In the entries that follow, copy exactly each line from the first through the line with "position:relative; flex:1; overflow:hidden".

--- Data supplied Enclosed Below ---

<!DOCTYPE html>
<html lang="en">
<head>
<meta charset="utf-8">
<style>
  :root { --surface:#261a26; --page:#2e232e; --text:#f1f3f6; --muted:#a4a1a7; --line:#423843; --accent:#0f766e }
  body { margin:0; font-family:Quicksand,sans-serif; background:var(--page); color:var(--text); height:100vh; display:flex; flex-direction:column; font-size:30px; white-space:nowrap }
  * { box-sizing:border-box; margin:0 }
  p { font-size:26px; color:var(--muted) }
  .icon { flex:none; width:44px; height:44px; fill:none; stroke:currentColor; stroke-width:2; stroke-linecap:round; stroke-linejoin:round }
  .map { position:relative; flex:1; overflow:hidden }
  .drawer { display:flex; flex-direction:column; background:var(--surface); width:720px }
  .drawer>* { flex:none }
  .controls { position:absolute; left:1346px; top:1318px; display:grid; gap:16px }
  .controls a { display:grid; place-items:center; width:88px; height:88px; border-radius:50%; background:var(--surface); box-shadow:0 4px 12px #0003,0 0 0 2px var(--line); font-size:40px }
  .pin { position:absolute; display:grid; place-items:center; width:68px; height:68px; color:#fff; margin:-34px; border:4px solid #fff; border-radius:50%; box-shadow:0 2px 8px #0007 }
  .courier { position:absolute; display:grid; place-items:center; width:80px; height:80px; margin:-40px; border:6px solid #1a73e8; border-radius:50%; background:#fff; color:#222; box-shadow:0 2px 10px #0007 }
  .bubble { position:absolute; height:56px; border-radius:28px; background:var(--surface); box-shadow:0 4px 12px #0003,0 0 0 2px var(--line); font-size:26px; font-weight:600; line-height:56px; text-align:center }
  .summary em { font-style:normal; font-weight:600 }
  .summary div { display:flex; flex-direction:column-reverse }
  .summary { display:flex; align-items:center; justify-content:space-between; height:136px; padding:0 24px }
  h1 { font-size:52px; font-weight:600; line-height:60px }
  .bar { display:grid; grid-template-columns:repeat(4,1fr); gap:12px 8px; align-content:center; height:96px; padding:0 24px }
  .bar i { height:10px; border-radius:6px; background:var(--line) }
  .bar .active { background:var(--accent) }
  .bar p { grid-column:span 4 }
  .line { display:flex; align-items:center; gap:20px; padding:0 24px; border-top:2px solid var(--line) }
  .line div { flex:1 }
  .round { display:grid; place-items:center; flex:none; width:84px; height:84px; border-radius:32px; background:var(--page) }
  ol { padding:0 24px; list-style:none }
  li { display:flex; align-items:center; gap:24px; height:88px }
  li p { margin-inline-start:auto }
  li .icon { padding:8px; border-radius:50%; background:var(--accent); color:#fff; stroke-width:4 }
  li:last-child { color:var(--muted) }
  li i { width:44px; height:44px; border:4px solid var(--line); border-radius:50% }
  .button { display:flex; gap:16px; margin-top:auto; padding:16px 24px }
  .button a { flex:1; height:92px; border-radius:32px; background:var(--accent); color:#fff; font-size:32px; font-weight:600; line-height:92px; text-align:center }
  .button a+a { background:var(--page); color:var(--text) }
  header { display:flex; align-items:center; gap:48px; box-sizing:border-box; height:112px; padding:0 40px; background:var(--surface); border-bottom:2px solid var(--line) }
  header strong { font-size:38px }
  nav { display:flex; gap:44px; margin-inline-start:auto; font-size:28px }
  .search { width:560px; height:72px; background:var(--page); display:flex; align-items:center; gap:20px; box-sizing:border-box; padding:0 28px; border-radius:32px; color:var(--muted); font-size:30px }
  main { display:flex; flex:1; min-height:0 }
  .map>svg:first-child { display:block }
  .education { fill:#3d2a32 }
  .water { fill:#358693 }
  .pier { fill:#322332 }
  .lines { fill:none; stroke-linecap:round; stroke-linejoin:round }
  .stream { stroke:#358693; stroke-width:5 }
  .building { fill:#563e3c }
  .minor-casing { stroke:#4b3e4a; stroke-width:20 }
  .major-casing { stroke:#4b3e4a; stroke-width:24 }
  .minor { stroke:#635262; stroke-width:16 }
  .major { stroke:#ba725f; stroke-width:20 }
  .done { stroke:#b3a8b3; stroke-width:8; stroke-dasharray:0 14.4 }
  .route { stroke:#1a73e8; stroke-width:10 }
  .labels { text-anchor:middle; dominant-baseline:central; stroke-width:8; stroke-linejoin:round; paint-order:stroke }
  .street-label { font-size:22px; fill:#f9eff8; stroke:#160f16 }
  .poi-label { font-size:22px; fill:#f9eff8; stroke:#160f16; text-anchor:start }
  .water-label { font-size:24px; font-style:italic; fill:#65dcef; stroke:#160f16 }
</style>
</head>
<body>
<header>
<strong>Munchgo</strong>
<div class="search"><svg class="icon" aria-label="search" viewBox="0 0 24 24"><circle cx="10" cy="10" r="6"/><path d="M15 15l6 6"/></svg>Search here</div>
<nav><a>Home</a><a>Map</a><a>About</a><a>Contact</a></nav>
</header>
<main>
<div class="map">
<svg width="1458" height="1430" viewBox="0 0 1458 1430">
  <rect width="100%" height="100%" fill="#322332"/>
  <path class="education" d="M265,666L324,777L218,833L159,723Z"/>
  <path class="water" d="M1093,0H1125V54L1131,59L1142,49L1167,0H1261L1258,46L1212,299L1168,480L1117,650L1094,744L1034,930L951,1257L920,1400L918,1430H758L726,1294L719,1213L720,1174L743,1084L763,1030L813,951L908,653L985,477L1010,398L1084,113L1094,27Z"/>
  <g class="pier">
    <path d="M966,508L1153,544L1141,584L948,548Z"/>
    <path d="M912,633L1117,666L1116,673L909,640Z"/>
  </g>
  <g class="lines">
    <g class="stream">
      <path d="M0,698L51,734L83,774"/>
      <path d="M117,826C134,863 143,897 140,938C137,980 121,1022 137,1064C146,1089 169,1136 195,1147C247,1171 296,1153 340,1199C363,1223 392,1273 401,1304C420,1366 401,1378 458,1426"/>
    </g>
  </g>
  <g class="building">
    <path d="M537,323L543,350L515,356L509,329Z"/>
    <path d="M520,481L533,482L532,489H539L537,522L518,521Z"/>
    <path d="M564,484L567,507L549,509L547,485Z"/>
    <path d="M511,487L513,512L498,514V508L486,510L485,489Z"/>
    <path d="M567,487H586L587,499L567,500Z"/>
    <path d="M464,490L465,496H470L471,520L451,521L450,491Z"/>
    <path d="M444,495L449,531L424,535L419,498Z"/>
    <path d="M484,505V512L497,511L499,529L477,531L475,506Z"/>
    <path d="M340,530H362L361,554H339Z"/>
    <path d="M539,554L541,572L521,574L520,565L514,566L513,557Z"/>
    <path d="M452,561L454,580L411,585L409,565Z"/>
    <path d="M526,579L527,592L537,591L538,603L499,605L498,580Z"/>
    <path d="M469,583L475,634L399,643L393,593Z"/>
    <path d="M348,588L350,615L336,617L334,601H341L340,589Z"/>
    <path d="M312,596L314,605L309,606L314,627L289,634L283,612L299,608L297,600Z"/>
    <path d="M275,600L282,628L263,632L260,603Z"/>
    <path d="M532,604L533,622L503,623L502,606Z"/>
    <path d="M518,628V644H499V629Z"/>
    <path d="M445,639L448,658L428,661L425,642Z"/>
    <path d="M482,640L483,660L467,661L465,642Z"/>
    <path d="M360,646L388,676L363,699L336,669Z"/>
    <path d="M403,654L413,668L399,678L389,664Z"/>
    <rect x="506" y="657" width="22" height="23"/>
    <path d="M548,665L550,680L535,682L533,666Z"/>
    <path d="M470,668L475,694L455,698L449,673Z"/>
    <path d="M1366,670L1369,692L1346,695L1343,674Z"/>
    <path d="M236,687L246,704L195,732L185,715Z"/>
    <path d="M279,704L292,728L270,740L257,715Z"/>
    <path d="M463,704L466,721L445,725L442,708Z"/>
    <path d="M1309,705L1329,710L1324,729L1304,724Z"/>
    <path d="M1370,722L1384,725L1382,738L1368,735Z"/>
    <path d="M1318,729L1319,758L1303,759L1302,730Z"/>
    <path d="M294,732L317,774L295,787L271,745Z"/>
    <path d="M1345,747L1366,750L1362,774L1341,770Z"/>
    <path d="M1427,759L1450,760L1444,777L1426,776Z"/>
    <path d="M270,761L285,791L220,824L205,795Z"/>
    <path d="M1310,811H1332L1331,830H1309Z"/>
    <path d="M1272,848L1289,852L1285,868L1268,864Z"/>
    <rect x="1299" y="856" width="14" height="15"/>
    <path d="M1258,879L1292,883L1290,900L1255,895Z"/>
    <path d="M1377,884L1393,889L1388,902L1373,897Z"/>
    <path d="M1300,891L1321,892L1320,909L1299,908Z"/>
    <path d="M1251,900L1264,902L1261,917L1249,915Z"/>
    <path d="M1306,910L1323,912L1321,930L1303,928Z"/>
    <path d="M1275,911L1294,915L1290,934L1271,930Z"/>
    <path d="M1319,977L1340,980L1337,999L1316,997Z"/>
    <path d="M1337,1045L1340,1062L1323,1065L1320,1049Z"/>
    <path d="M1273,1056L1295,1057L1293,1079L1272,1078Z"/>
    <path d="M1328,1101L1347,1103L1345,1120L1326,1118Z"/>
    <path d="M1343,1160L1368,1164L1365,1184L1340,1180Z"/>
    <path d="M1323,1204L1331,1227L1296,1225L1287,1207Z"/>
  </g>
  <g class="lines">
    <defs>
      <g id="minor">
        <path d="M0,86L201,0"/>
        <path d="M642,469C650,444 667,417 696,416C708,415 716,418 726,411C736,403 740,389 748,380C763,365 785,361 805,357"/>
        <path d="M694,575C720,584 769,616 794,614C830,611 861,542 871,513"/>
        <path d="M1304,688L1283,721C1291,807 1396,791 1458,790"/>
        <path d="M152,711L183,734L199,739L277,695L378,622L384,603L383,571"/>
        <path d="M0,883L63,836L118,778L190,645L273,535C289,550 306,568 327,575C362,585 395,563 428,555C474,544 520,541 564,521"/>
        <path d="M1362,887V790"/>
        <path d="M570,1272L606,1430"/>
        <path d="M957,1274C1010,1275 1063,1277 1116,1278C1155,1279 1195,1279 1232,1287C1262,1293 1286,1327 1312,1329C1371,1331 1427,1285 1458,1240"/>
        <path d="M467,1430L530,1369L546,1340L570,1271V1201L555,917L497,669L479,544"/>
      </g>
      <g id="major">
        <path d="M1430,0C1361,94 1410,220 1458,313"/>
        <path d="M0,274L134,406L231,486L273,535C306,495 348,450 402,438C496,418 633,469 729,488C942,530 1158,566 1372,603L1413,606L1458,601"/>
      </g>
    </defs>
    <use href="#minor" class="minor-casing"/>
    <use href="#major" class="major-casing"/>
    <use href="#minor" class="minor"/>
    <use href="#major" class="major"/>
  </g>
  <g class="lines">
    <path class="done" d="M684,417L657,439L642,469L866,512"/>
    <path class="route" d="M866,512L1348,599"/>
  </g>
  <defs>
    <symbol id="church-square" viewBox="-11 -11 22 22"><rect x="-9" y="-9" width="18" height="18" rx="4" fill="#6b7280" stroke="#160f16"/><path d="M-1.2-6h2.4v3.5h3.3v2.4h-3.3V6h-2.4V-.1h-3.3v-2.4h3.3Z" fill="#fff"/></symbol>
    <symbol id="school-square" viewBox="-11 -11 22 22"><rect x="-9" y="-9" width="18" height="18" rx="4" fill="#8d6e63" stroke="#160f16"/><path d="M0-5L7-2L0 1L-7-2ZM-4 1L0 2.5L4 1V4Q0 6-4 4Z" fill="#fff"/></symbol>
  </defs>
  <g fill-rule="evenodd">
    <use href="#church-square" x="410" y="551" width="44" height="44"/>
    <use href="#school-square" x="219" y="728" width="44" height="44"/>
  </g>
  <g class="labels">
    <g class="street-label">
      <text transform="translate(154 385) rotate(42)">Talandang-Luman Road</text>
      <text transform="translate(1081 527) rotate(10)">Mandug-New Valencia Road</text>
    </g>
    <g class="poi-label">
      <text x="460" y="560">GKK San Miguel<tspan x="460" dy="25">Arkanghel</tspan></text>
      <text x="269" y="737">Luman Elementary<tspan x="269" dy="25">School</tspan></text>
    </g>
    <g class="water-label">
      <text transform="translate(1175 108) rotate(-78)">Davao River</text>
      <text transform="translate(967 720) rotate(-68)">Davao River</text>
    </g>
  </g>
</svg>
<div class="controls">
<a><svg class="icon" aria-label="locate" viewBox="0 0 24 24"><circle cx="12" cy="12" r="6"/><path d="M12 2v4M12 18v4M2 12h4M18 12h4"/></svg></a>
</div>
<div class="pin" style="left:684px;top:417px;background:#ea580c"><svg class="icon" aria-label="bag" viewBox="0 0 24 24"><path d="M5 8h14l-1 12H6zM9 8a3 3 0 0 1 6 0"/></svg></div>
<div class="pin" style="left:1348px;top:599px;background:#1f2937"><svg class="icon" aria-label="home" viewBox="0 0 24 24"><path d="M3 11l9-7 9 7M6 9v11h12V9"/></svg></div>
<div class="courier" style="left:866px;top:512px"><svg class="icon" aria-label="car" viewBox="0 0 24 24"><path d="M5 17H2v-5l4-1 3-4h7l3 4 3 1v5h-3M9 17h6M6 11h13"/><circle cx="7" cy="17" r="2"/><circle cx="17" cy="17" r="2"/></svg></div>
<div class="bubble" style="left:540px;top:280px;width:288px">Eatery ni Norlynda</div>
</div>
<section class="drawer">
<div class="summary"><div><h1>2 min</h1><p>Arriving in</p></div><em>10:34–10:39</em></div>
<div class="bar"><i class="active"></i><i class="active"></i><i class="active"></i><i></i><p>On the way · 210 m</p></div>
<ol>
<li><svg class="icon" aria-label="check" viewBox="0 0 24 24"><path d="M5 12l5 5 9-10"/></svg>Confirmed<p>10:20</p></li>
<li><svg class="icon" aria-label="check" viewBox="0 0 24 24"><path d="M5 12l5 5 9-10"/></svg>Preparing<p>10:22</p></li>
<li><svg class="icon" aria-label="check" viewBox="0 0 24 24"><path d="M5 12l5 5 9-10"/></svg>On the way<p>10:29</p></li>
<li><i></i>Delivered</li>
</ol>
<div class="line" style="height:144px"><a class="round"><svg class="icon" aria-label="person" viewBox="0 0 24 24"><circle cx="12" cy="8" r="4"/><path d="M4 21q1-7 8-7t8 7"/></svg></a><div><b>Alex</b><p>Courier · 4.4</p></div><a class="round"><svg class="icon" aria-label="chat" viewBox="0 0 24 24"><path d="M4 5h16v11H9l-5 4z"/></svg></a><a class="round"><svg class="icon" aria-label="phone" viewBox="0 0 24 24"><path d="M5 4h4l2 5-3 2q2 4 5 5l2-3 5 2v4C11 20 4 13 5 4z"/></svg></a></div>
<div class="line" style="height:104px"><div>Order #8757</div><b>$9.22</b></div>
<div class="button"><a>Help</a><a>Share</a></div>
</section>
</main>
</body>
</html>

--- End of Enclosed Data supplied ---

Answer section:
<!DOCTYPE html>
<html lang="en">
<head>
<meta charset="utf-8">
<style>
  :root { --surface:#261a26; --page:#2e232e; --text:#f1f3f6; --muted:#a4a1a7; --line:#423843; --accent:#0f766e }
  body { margin:0; font-family:Quicksand,sans-serif; background:var(--page); color:var(--text); height:100vh; display:flex; flex-direction:column; font-size:30px; white-space:nowrap }
  * { box-sizing:border-box; margin:0 }
  p { font-size:26px; color:var(--muted) }
  .icon { flex:none; width:44px; height:44px; fill:none; stroke:currentColor; stroke-width:2; stroke-linecap:round; stroke-linejoin:round }
  .map { position:relative; flex:1; overflow:hidden }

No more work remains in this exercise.